Your instructions: Pick out every line of the entries below where "reading" occurs, and copy those lines.

'''

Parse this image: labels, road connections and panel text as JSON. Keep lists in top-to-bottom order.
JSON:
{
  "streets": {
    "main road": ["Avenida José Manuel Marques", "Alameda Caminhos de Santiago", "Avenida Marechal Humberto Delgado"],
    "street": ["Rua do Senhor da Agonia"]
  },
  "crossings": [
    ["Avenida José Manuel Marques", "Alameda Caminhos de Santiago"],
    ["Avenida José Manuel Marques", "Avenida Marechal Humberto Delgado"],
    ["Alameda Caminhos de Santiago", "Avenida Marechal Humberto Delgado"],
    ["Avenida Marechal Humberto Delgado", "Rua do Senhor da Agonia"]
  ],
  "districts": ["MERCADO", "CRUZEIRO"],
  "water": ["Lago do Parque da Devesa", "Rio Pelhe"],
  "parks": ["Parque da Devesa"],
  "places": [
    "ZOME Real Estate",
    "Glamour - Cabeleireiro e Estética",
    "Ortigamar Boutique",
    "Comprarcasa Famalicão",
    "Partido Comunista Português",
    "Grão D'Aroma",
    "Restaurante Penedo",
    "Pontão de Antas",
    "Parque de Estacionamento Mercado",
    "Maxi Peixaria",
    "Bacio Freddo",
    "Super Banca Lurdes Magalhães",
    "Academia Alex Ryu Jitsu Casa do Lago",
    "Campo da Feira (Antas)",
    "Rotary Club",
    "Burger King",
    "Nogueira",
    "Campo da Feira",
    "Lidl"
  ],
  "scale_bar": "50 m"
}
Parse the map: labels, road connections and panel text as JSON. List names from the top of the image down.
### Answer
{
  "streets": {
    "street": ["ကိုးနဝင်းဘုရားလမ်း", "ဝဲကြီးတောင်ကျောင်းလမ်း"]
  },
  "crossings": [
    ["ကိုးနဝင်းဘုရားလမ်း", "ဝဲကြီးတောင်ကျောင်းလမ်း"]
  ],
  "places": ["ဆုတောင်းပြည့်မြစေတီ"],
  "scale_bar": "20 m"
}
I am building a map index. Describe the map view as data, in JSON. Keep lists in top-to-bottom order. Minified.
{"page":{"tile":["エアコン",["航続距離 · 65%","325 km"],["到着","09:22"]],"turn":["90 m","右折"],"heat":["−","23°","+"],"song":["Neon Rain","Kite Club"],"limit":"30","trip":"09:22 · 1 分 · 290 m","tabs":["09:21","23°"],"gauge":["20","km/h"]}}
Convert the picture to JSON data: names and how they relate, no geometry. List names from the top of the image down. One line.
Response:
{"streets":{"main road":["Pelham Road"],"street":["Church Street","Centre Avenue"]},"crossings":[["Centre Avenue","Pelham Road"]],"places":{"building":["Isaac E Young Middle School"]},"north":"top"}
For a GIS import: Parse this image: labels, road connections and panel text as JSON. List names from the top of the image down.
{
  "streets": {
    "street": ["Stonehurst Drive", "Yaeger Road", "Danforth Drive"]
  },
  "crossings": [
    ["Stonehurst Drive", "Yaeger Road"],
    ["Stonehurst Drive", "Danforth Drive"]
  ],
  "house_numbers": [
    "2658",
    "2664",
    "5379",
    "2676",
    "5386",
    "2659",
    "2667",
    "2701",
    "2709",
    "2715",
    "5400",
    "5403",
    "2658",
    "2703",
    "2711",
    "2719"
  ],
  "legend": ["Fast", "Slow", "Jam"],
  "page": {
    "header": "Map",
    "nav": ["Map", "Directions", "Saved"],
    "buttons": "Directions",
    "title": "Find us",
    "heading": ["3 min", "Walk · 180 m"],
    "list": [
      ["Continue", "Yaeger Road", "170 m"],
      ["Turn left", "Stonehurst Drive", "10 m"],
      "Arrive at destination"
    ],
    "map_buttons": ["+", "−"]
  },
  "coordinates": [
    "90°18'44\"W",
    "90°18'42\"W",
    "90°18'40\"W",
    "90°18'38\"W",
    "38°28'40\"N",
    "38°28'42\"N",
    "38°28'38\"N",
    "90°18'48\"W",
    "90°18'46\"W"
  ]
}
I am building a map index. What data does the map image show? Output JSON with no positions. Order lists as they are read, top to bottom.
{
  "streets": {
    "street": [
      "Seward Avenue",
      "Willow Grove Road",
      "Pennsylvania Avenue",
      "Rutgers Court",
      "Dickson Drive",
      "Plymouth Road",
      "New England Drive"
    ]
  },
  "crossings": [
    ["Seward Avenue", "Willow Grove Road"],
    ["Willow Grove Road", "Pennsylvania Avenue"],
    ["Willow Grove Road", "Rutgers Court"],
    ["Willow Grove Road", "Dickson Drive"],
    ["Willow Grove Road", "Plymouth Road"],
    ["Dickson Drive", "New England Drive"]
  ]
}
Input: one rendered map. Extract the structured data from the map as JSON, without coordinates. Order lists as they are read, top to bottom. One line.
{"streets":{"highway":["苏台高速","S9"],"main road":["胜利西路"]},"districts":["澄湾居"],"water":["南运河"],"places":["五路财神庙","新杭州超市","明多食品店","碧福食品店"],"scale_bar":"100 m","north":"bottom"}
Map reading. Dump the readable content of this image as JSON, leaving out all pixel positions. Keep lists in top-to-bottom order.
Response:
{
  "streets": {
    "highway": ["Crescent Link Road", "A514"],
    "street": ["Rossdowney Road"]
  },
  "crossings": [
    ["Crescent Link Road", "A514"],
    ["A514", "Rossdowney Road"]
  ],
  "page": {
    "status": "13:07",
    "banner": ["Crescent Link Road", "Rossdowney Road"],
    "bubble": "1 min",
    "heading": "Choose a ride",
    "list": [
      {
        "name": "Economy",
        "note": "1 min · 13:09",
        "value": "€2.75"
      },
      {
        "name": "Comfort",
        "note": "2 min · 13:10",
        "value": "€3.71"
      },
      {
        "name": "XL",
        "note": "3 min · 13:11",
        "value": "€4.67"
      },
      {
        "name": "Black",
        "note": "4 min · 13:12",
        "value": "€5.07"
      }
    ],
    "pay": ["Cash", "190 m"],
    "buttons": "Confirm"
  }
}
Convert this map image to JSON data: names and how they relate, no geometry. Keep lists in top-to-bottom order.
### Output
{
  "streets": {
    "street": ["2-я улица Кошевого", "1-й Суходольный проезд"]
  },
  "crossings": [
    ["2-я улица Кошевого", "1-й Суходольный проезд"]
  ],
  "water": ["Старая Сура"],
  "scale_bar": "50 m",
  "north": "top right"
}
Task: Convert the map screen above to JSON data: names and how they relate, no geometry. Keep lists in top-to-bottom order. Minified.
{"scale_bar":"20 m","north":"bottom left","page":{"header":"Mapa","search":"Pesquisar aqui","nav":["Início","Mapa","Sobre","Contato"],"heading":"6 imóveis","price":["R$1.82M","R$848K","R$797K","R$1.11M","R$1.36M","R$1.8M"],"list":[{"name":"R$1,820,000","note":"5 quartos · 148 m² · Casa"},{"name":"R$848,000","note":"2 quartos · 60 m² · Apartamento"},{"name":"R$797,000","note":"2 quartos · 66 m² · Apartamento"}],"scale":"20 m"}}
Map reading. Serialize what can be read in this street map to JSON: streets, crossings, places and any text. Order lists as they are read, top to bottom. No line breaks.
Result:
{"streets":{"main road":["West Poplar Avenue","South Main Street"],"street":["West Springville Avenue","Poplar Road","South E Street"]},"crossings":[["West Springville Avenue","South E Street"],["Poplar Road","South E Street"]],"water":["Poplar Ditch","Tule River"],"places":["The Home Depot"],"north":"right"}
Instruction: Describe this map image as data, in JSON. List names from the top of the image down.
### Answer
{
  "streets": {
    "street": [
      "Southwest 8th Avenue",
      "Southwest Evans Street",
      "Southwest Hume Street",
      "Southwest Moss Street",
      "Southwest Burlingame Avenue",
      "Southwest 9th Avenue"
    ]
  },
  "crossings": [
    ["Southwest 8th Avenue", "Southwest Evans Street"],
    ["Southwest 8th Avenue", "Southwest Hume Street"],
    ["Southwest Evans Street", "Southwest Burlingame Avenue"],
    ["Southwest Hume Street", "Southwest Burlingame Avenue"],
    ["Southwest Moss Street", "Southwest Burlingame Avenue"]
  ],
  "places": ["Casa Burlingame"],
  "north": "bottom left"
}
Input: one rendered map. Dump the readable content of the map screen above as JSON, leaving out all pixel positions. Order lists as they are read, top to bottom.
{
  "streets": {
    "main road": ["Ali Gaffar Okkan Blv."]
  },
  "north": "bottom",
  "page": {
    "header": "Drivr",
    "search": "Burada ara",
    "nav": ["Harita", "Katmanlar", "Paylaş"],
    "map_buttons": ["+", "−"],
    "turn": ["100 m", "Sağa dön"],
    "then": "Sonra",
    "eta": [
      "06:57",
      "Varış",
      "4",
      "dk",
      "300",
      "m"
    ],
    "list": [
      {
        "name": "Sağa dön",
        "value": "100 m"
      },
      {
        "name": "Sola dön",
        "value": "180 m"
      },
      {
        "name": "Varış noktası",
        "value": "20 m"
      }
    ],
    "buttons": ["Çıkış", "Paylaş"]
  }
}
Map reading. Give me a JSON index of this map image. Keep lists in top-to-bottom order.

'''

Written solution:
Map reading. Dump the readable content of this image as JSON, leaving out all pixel positions. Keep lists in top-to-bottom order.
Map reading. Serialize what can be read in this street map to JSON: streets, crossings, places and any text. Order lists as they are read, top to bottom. No line breaks.
Map reading. Give me a JSON index of this map image. Keep lists in top-to-bottom order.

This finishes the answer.